## PROBLEM DESCRIPTION
Your task is to reproduce the listing exactly, without its images.

## SUPPLIED DATA
────────────────────
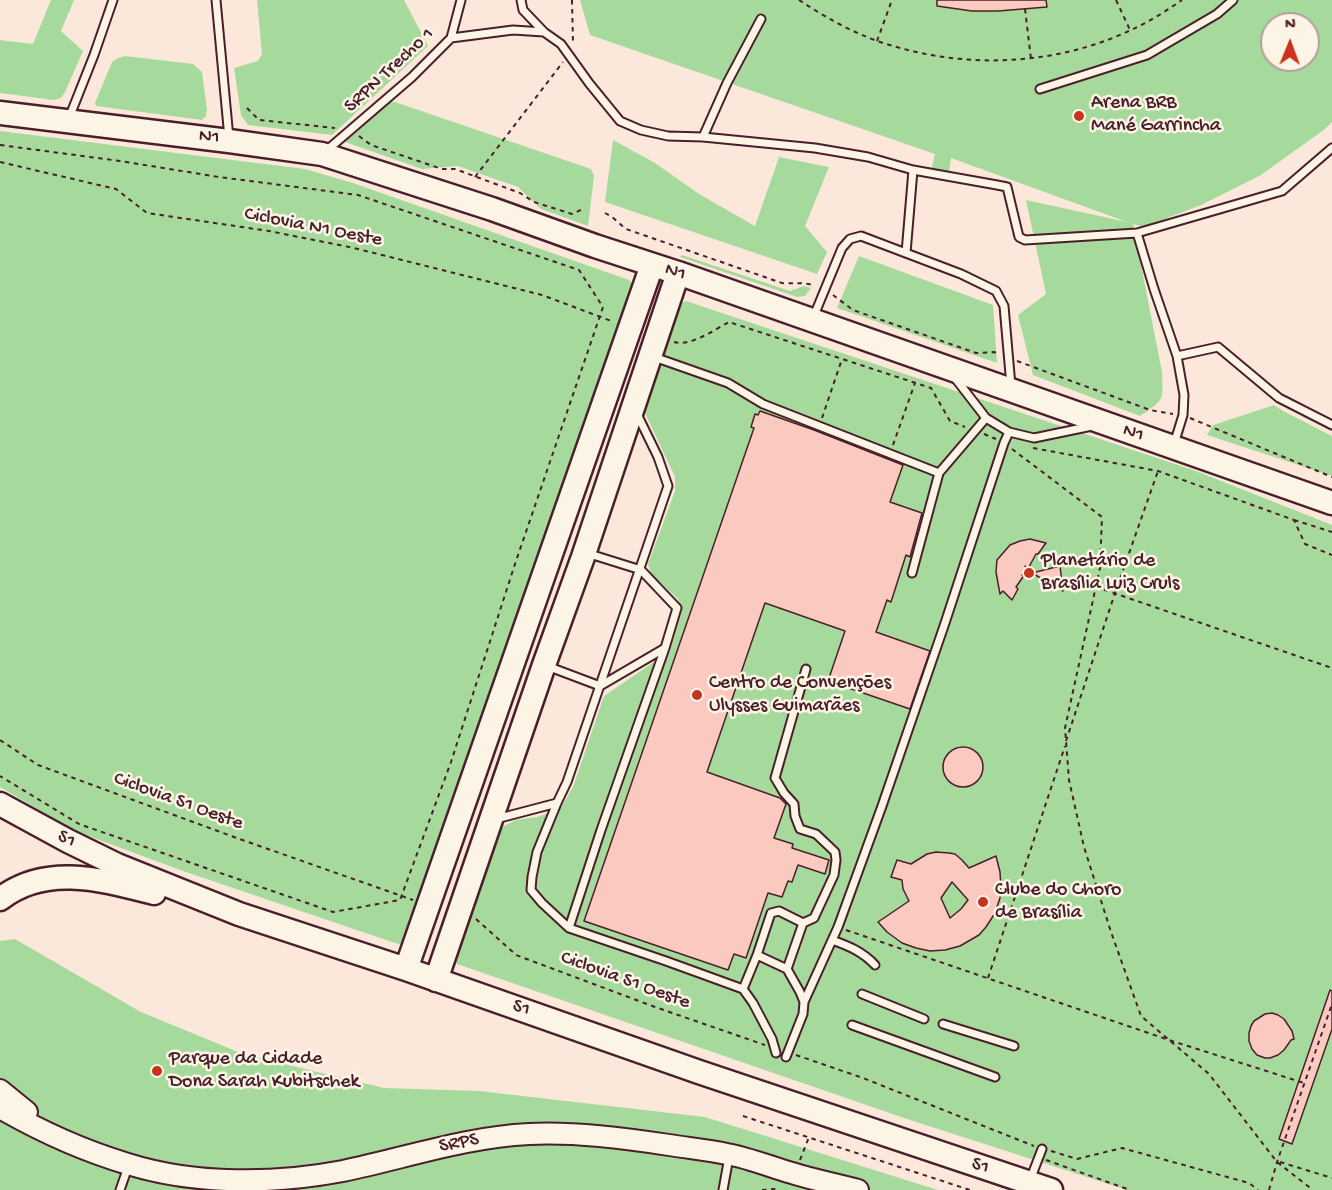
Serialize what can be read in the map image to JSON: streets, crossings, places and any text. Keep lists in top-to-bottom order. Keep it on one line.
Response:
{"streets":{"highway":["N1","S1"],"main road":["SRPS"],"lane":["SRPN Trecho 1"],"path":["Ciclovia N1 Oeste","Ciclovia S1 Oeste"]},"crossings":[["SRPN Trecho 1","N1"]],"places":["Arena BRB Mané Garrincha","Planetário de Brasília Luiz Cruls","Centro de Convenções Ulysses Guimarães","Clube do Choro de Brasília","Parque da Cidade Dona Sarah Kubitschek"],"north":"top"}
────────────────────
## ANSWER
Serialize what can be read in the map image to JSON: streets, crossings, places and any text. Keep lists in top-to-bottom order. Keep it on one line.
Response:
{"streets":{"highway":["N1","S1"],"main road":["SRPS"],"lane":["SRPN Trecho 1"],"path":["Ciclovia N1 Oeste","Ciclovia S1 Oeste"]},"crossings":[["SRPN Trecho 1","N1"]],"places":["Arena BRB Mané Garrincha","Planetário de Brasília Luiz Cruls","Centro de Convenções Ulysses Guimarães","Clube do Choro de Brasília","Parque da Cidade Dona Sarah Kubitschek"],"north":"top"}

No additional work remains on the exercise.